Chairman Graham, Ranking Member Feinstein, and Members of the Committee:
Thank you for holding this important hearing on the Judicial Conference’s recommendation for more judgeships.
My name is Anthony Marcum, and I am a fellow with the Governance Project at the R Street Institute. The R Street Institute is a nonprofit, nonpartisan public policy research organization whose mission is to engage in substantive policy research and legislative outreach. Much of my current work focuses on our separation-of-powers system, including policy matters that affect the federal judiciary. My background includes time as both an attorney and federal law clerk, which has shaped my research and interest in this important topic.
To begin, it is undeniable that more federal judgeships are needed. For years—and across presidential administrations—the nonpartisan Judicial Conference of the United States, the national policymaking body for the federal courts, has pressed Congress to authorize additional judgeships. And throughout the years, members on both sides of this Committee have introduced or supported legislation that would create additional judgeships.
In the subsequent thirty years, the U.S. population and civil filings in federal courts have soared, and case delays have worsened. Yet, for three decades, the number of federal judgeships has stayed nearly the same. This creates real-world harm. As I have argued before, “Mounting caseloads create significant case delays and unneeded legal uncertainties, which fuel greater litigation costs and impose significant hardship on individuals and businesses across the country.”
This problem is not solved simply by filling every available judicial vacancy. District courts in Delaware, Florida, Indiana, Louisiana, and Texas, for example, have no vacancies, but nevertheless have weighted filings well over the recommended limit for each district judge. Similarly, of the twenty-seven district courts and one circuit court for which the Judicial Conference has requested additional judgeships, a significant number similarly have no vacancies.
Fortunately, Congress can resolve this judicial capacity crisis. And judging by its past actions, a majority of lawmakers agree that something must be done. Therefore, the only questions that remain are when and how Congress will intervene. Regrettably, the political reality is that bipartisan legislation is difficult to pass. And effective legislation is all the more difficult when it comes to judgeships, as one political party has little incentive to award a president of another party the chance to nominate additional federal judges.
There are a number of proposals to untie this political knot. Most, however, require overlong timelines. The reasoning goes that since no one can expect who the next president will be, it is only fair to stagger judgeships for a number of years over the next one or two administrations. Although well-intentioned, the capacity crisis is happening now, and thirty years for sufficient
judgeships is long enough.
A faster and more effective solution would be to temporarily expand the federal magistrate judge system until Congress can deliver long-term judgeship reform.

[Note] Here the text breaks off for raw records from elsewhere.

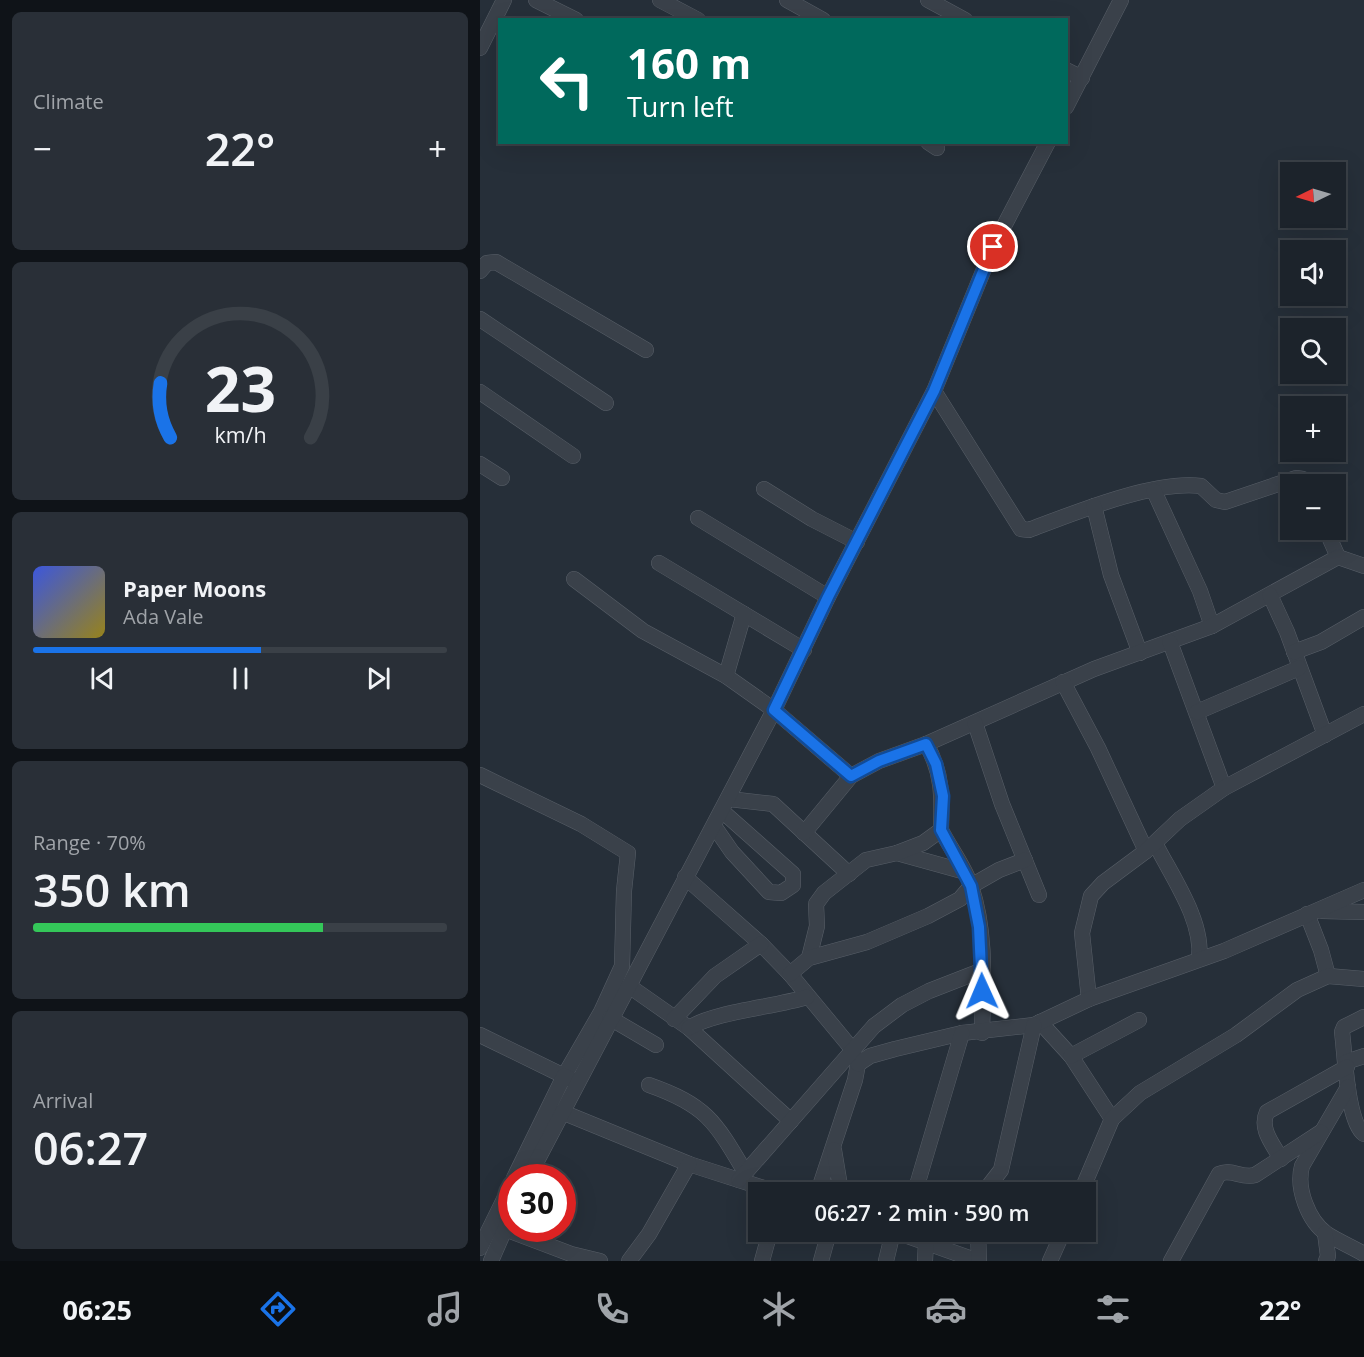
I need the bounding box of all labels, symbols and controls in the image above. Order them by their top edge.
text: 160 m [627,34,751,91]
icon: left [528,42,606,120]
text: Climate [33,88,104,115]
text: Turn left [627,88,734,125]
text: 22° [205,118,275,179]
text: − [33,126,52,171]
text: + [428,126,447,171]
north arrow [1280,162,1346,228]
map controls [1280,162,1346,540]
pin [967,221,1018,272]
icon: arrive [976,230,1009,263]
button: sound [1280,240,1346,306]
button: search [1280,318,1346,384]
text: 23 [204,345,276,430]
button: + [1280,396,1346,462]
text: km/h [214,420,266,449]
button: − [1280,474,1346,540]
text: Paper Moons [123,573,266,603]
text: Ada Vale [123,603,204,630]
icon: previous [86,662,119,695]
icon: pause [224,662,257,695]
icon: next [362,662,395,695]
text: Range · 70% [33,829,146,856]
text: 350 km [33,859,191,920]
position arrow [950,959,1014,1023]
text: Arrival [33,1087,93,1114]
text: 06:27 [33,1117,148,1178]
speed limit sign: 30 [498,1164,576,1242]
text: 06:27 · 2 min · 590 m [814,1197,1030,1227]
icon: directions [257,1288,299,1330]
icon: music [424,1288,466,1330]
icon: phone [591,1288,633,1330]
icon: climate [758,1288,800,1330]
icon: car [925,1288,967,1330]
icon: filters [1092,1288,1134,1330]
text: 06:25 [63,1291,132,1328]
text: 22° [1259,1291,1301,1328]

This proposal is explained in detail in an article I recently wrote for the Cincinnati Law Review. That piece is attached to this letter.
In short, the federal magistrate judge program was created by Congress over fifty years ago, and employs Article I judicial officers to work in tandem with Article III judges to manage cases and improve the workflow of federal district courts. It is a wide-ranging and invaluable system for federal district courts, and Supreme Court justices, fellow judges, and many court scholars have all recognized its contribution.
The advantages of growing the magistrate judge system are numerous. Most relevant to lawmakers, because the magistrate judge system is an Article I creation, it sidesteps the oft-contentious Article III nomination and confirmation process. In lieu of Senate confirmation, these judges are vetted by a local merit selection panel and finally chosen by the district judges they will serve with. And unlike Article III judges who serve “during good Behaviour,” magistrate judges serve renewable eight-year terms.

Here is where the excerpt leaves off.